Python API fileStream is not available in the Python API, only textFileStream is available.

  • Streams based on Custom Actors: DStreams can be created with data streams received through Akka actors by using streamingContext.actorStream(actorProps, actor-name). See the Custom Receiver Guide for more details.

    Python API Since actors are available only in the Java and Scala libraries, actorStream is not available in the Python API.

  • Queue of RDDs as a Stream: For testing a Spark Streaming application with test data, one can also create a DStream based on a queue of RDDs, using streamingContext.queueStream(queueOfRDDs). Each RDD pushed into the queue will be treated as a batch of data in the DStream, and processed like a stream.

For more details on streams from sockets, files, and actors, see the API documentations of the relevant functions in StreamingContext for Scala, JavaStreamingContext for Java, and StreamingContext for Python.

Advanced Sources

Python API As of Spark 1.3, out of these sources, only Kafka is available in the Python API. We will add more advanced sources in the Python API in future.

This category of sources require interfacing with external non-Spark libraries, some of them with complex dependencies (e.g., Kafka and Flume). Hence, to minimize issues related to version conflicts of dependencies, the functionality to create DStreams from these sources have been moved to separate libraries, that can be linked to explicitly when necessary. For example, if you want to create a DStream using data from Twitter’s stream of tweets, you have to do the following.

  1. Linking: Add the artifact spark-streaming-twitter_2.10 to the SBT/Maven project dependencies.
  2. Programming: Import the TwitterUtils class and create a DStream with TwitterUtils.createStream as shown below.
  3. Deploying: Generate an uber JAR with all the dependencies (including the dependency spark-streaming-twitter_2.10 and its transitive dependencies) and then deploy the application.

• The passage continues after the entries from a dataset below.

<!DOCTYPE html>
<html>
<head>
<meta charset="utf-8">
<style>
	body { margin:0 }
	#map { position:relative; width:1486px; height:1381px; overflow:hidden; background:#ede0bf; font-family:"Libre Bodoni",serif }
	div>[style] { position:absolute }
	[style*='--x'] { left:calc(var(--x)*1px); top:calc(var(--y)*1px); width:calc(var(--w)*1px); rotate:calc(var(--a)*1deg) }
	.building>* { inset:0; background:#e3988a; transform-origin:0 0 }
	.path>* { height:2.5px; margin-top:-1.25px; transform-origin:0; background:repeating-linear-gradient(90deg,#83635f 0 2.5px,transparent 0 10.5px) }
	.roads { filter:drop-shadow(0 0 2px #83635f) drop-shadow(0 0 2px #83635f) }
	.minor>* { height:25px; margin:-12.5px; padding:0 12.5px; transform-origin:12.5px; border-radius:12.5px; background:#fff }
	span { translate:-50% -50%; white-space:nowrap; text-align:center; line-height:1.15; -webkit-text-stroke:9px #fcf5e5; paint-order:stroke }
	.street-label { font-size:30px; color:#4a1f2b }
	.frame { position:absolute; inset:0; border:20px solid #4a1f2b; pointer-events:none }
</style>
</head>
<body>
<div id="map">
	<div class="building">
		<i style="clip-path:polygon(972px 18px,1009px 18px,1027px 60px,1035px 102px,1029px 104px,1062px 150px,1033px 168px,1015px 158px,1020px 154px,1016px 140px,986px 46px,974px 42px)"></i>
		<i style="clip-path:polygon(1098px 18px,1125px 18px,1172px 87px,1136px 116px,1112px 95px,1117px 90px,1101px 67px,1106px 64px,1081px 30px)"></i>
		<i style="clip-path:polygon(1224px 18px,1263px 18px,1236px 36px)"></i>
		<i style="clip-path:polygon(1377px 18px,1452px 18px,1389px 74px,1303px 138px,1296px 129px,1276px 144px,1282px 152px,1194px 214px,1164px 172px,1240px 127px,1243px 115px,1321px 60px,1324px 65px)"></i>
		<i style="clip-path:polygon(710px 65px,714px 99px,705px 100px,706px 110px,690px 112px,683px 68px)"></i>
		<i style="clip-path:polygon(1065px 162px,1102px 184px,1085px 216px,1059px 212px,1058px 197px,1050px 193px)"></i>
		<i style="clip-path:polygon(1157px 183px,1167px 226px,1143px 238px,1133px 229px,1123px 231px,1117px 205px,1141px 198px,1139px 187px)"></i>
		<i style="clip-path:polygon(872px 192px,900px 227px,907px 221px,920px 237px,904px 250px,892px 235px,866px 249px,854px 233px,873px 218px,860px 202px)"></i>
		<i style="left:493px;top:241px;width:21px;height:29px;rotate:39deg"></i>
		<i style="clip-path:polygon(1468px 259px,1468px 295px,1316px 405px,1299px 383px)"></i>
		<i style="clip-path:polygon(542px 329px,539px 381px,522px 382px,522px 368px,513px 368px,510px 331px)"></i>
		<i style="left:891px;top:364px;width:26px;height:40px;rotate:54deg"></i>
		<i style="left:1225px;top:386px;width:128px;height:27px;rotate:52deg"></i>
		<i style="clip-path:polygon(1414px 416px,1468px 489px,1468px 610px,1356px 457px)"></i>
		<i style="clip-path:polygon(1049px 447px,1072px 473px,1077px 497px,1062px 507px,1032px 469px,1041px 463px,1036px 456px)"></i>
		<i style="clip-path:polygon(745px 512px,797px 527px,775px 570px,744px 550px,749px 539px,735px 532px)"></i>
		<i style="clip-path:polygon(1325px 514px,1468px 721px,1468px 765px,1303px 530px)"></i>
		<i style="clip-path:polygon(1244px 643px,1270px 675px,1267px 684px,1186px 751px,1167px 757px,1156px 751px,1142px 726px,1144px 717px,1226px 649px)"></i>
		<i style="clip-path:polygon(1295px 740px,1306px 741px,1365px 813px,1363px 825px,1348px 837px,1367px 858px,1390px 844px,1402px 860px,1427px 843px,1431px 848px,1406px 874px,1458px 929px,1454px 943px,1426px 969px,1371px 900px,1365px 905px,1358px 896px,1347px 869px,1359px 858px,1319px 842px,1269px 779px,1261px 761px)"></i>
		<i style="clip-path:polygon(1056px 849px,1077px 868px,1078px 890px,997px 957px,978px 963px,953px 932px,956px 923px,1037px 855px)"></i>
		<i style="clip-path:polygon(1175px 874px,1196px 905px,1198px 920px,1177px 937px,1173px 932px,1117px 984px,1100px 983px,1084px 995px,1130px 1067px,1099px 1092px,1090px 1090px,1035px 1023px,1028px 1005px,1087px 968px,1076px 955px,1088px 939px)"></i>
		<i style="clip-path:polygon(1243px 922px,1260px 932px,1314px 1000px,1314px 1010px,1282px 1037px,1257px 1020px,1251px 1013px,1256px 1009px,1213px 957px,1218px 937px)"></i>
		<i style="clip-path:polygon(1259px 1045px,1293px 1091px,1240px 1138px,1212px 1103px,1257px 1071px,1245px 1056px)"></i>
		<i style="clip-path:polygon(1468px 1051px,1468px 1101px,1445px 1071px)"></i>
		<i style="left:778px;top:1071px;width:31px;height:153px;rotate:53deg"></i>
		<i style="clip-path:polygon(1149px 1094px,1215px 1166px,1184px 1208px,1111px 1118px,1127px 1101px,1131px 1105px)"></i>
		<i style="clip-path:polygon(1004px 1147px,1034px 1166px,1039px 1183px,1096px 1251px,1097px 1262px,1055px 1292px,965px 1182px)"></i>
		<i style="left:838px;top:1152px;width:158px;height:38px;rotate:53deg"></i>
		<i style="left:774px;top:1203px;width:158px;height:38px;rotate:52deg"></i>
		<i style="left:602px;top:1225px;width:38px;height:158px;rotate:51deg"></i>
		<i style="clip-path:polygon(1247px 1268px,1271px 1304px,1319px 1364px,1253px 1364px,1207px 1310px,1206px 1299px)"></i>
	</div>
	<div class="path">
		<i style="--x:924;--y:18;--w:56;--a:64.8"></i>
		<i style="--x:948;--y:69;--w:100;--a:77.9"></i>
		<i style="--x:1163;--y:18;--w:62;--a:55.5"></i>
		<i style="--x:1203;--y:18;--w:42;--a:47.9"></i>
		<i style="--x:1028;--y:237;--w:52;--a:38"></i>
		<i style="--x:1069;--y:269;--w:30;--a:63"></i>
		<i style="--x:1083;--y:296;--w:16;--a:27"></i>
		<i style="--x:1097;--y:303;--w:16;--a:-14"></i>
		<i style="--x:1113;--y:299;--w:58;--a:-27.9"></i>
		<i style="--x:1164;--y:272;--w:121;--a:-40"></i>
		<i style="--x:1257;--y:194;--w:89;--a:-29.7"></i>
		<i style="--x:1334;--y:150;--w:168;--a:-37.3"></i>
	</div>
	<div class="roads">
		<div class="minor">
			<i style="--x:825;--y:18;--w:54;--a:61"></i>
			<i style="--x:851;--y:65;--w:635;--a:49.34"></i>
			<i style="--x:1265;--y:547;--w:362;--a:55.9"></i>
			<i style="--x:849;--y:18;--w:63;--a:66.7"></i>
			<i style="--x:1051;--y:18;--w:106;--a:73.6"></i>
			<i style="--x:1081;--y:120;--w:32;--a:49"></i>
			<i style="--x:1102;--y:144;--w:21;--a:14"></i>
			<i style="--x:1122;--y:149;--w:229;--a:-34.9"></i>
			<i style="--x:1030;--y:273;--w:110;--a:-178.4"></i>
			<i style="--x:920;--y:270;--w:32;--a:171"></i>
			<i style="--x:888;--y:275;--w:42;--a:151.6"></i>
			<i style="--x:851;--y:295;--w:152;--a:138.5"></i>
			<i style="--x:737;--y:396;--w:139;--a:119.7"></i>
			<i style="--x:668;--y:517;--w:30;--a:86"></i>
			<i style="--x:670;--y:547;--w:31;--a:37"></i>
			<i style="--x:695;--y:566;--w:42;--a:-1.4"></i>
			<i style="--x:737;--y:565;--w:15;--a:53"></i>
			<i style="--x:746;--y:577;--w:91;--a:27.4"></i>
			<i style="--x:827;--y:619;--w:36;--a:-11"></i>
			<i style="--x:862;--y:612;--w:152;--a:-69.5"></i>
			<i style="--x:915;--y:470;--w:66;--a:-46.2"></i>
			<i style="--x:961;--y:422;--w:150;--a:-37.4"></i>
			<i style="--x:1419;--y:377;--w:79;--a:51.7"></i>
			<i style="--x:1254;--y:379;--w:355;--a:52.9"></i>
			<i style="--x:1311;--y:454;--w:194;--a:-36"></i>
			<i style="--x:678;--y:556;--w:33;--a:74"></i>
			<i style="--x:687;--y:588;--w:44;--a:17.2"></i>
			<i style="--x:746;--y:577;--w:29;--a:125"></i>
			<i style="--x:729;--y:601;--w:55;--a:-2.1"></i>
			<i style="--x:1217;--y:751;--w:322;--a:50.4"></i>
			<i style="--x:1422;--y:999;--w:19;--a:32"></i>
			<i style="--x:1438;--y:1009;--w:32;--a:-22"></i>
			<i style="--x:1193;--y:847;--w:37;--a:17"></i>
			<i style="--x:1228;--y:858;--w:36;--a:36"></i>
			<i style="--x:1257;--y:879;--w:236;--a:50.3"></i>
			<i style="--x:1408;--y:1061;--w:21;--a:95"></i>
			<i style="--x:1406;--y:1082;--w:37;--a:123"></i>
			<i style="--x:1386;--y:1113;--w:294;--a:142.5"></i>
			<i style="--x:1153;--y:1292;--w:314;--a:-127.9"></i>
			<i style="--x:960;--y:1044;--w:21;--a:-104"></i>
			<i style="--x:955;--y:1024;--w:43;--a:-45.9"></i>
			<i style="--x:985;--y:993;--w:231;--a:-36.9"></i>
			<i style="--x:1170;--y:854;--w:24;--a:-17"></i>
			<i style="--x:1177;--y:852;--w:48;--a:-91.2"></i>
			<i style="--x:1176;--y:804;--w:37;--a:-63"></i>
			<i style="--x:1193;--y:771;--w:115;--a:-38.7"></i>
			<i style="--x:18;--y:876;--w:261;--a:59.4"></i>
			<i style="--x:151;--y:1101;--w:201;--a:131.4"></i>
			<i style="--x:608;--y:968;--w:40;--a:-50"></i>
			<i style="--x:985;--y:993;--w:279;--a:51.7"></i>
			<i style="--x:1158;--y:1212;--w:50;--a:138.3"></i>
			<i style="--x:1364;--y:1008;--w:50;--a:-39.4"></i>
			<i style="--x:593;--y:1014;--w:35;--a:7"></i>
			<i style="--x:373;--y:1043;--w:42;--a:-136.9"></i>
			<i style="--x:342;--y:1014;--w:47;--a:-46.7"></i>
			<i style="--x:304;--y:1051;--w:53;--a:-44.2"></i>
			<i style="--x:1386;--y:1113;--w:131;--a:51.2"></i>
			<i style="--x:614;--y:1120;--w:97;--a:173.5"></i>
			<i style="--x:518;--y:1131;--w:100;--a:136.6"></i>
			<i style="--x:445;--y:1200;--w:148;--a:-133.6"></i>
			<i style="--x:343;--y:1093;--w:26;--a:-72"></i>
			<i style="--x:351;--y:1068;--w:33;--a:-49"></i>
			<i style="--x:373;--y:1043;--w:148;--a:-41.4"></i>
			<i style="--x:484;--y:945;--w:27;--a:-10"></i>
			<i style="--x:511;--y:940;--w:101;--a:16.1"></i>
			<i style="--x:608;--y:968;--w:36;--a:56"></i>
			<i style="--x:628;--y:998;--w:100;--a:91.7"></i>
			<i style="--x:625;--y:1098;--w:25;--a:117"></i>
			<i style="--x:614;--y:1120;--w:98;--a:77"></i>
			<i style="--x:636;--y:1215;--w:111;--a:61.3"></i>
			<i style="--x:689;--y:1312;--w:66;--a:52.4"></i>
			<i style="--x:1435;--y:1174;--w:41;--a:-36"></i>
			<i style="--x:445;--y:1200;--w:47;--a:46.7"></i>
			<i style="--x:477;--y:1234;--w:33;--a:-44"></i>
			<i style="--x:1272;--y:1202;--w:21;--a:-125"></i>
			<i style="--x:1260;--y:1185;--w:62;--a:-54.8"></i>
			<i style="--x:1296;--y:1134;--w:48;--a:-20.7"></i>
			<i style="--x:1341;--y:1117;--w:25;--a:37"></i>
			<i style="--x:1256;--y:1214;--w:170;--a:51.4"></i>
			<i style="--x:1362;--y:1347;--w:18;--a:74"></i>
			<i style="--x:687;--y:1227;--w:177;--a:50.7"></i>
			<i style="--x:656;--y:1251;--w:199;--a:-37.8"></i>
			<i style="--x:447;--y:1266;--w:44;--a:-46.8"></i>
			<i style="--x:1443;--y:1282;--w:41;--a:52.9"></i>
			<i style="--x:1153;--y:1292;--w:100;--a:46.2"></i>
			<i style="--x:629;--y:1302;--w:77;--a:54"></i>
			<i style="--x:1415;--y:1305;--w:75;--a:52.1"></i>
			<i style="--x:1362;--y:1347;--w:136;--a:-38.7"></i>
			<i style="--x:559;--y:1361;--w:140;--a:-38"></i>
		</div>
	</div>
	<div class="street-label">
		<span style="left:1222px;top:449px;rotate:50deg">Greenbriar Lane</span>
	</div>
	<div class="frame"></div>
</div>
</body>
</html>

This is further explained in the Deploying section.
import org.apache.spark.streaming.twitter._
TwitterUtils.createStream(ssc)
import org.apache.spark.streaming.twitter.*;
TwitterUtils.createStream(jssc);

Note that these advanced sources are not available in the Spark shell, hence applications based on these advanced sources cannot be tested in the shell. If you really want to use them in the Spark shell you will have to download the corresponding Maven artifact’s JAR along with its dependencies and it in the classpath.

Some of these advanced sources are as follows.

Custom Sources

Python API This is not yet supported in Python.

Input DStreams can also be created out of custom data sources. All you have to do is implement an user-defined receiver (see next section to understand what that is) that can receive data from the custom sources and push it into Spark. See the Custom Receiver Guide for details.

Receiver Reliability

There can be two kinds of data sources based on their reliability. Sources (like Kafka and Flume) allow the transferred data to be acknowledged. If the system receiving data from these reliable sources acknowledge the received data correctly, it can be ensured that no data gets lost due to any kind of failure. This leads to two kinds of receivers.

  1. Reliable Receiver - A reliable receiver correctly acknowledges a reliable source that the data has been received and stored in Spark with replication.
  2. Unreliable Receiver - These are receivers for sources that do not support acknowledging. Even for reliable sources, one may implement an unreliable receiver that do not go into the complexity of acknowledging correctly.

The details of how to write a reliable receiver are discussed in the Custom Receiver Guide.